Years ago, I was hired by a tech firm that was in the business of teaching personnel recruiters how to filch (yep, steal though that was NEVER the word they used) tech workers from other companies. (In my defense, I didn’t realize that when I was hired.)
It was the tech boom years, and folks who could understand code were thin on the ground, hence the professional theft training.
Well, I was supposed to develop a “class” about international personnel recruiting and my first step was plunging into research mode.
Now, I can write marketing fluff with the best of them so I have a pretty good nose for this stuff. But I have to say that I doffed my metaphoric cap in awe at the total vapidity I found on websites (mostly startups) that were peddling…well…I was never quite sure.
At times, I could be found clutching my forehead and mumbling things like: “What in the hell does that mean?”
I see this sort of eerily empty language again and again and again on the web—corporate-speak, edu-speak, political-speak. When you examine it closely, it always falls apart, amounting to nothing more than the rattle of empty drums that someone wants you to believe are full.
That’s one of the reasons why I am concerned about the current trend to “write more,” “write faster,” and this “write a novel in a month” event that now endows November with more importance than being the carrier of Thanksgiving Day.
Yes, it is true that the single most important rule of writing is writing regularly.
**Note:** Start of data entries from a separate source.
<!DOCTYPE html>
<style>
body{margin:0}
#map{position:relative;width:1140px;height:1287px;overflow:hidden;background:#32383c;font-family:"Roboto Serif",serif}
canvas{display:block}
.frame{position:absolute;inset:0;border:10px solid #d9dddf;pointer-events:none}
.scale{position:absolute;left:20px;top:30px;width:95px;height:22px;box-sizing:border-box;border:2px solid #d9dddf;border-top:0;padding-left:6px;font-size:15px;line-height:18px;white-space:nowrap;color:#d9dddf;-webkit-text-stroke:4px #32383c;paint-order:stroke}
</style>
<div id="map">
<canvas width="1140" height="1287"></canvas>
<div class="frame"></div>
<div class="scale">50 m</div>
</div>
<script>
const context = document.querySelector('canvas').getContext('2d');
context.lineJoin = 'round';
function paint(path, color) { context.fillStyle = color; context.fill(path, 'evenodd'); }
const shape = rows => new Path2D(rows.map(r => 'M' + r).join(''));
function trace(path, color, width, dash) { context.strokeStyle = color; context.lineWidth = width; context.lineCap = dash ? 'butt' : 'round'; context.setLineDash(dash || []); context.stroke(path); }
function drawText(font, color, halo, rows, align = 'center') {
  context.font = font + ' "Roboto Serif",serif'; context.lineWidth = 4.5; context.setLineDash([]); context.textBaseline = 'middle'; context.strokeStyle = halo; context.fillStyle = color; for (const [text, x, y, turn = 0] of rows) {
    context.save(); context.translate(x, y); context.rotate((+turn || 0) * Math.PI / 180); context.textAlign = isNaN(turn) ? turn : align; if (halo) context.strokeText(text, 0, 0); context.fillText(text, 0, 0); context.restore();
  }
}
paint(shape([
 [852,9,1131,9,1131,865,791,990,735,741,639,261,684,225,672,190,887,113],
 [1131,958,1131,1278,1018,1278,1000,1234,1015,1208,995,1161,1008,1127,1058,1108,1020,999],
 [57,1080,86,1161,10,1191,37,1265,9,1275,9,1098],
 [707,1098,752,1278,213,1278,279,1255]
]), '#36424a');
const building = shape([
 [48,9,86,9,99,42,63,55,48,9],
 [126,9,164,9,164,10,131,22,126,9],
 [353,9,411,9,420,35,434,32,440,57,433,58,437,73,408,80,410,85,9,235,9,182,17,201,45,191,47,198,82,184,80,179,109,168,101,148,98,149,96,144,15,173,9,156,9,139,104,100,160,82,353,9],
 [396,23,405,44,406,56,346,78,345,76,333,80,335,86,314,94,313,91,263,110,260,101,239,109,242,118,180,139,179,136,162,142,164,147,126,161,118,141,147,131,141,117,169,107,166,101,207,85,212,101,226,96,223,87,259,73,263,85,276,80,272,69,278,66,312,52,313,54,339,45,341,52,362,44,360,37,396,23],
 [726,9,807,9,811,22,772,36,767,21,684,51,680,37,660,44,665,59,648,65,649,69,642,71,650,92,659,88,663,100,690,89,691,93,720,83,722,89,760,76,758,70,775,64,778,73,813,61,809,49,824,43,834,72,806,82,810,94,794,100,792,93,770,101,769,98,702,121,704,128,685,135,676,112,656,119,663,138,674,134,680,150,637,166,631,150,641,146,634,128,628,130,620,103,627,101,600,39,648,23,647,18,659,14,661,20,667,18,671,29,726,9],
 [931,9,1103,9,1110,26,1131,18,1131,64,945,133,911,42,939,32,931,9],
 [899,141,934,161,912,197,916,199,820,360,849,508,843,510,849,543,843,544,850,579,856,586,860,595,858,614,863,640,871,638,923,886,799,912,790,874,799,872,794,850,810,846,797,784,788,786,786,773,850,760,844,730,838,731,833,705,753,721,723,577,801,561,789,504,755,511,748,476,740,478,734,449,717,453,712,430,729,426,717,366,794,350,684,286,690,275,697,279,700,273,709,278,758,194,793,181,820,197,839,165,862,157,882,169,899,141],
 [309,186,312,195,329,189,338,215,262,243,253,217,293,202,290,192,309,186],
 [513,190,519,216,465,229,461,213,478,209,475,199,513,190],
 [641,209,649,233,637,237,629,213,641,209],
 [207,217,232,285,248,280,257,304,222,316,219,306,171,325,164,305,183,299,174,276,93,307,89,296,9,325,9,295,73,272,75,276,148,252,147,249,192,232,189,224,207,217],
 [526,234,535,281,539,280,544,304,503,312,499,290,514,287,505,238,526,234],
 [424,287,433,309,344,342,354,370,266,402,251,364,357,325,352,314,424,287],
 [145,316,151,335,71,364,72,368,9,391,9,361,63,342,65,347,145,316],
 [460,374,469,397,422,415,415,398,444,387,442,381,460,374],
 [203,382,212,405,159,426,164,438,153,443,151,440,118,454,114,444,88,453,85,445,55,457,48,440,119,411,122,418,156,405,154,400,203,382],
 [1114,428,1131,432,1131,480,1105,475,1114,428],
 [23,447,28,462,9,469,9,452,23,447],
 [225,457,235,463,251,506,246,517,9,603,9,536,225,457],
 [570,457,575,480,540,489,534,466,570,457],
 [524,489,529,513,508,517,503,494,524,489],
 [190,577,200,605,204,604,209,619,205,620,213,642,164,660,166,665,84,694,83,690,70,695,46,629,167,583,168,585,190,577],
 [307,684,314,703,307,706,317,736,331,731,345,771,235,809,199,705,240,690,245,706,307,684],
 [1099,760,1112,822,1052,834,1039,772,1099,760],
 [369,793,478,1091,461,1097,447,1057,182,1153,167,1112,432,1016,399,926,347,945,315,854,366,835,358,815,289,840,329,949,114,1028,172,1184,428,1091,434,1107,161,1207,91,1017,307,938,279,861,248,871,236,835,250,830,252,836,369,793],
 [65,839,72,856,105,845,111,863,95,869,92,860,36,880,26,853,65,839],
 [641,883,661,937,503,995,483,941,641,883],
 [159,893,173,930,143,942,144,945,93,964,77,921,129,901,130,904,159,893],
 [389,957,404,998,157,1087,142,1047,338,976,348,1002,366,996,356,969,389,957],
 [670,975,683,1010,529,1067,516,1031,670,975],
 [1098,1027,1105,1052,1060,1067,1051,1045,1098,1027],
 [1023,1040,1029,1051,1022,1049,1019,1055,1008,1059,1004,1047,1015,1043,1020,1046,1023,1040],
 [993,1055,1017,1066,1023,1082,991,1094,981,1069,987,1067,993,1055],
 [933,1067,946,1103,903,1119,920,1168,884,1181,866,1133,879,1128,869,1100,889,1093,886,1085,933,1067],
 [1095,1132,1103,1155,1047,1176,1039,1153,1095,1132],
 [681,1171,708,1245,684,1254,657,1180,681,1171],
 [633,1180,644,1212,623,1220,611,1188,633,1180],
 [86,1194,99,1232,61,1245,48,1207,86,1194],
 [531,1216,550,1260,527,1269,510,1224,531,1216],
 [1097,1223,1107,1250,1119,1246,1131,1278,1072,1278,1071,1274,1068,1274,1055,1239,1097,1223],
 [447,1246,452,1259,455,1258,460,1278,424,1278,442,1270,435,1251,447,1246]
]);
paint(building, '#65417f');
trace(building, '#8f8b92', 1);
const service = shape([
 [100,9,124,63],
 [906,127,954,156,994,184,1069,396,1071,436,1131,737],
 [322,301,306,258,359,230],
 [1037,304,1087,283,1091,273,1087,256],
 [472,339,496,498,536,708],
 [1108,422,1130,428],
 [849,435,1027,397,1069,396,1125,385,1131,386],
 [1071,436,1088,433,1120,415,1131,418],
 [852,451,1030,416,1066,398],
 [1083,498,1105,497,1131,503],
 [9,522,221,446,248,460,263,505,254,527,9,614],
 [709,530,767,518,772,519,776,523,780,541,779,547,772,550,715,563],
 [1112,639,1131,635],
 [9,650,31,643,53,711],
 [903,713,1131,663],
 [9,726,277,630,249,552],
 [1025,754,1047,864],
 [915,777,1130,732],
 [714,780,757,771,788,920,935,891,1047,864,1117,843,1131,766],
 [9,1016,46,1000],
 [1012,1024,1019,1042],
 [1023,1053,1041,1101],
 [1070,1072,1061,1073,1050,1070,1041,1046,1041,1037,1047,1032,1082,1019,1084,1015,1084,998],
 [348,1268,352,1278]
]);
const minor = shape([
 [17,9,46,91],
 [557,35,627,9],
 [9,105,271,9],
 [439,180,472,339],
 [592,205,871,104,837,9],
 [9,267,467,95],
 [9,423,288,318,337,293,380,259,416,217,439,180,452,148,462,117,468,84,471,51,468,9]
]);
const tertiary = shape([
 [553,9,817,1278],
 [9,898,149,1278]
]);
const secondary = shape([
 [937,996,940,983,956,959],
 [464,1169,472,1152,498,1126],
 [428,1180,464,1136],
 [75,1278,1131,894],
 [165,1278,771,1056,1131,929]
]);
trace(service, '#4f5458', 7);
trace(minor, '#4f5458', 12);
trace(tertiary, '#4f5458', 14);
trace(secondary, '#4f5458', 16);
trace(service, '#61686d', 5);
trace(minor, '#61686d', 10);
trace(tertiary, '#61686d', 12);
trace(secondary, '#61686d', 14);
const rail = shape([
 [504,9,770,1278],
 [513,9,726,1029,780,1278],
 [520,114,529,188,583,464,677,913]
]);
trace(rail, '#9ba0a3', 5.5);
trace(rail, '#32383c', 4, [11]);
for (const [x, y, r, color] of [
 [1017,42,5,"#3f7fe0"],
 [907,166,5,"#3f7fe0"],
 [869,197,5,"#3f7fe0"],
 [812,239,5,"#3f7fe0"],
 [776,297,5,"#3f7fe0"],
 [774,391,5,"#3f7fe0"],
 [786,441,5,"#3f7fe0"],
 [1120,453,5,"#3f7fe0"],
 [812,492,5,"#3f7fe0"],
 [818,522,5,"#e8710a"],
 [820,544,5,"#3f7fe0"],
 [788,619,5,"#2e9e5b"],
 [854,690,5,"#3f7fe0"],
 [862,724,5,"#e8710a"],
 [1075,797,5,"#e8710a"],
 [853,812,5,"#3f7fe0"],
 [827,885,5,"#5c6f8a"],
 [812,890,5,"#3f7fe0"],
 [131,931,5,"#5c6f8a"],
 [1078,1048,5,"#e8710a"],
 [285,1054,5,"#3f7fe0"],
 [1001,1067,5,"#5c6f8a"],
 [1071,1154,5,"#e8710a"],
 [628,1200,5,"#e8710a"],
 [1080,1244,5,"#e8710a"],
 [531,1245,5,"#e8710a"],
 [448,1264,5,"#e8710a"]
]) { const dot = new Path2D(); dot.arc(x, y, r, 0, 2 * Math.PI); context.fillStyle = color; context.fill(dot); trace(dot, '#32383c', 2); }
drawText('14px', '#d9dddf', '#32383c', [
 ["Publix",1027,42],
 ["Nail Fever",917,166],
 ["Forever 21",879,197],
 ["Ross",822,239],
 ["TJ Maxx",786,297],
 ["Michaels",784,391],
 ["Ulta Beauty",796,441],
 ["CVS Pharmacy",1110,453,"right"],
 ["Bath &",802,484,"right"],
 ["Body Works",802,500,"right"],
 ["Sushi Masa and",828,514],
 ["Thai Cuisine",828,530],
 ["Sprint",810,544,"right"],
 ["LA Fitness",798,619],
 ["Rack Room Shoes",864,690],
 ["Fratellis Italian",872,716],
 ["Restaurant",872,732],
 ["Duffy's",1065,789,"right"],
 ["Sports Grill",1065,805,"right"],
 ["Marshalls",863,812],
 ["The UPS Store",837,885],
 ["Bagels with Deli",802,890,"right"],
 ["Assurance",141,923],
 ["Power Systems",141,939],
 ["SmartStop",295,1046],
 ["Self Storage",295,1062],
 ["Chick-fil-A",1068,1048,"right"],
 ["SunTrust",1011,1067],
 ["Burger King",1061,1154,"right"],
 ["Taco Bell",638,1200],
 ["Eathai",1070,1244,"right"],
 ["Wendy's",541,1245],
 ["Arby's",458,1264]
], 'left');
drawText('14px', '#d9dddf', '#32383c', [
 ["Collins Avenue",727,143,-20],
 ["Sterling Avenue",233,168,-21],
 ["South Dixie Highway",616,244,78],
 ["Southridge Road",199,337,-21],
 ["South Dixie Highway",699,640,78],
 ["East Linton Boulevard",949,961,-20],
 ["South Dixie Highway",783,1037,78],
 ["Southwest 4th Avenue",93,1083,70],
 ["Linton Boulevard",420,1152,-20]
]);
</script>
Most books die for lack of attention. That’s why you hear so many authors stress the importance of a daily word regimen. If you don’t keep working on a project, you lose enthusiasm and the thread of your story.
But based on the work that gets produced in this throw-it-on-the-wall-and-see-what-sticks method, much of it is not worth reading.
So along comes this article in the book section of my beloved Guardian of London (my favorite online newspaper) and I find that my disquiet over our empty language puts me in the august company of George Orwell and Thomas Merton.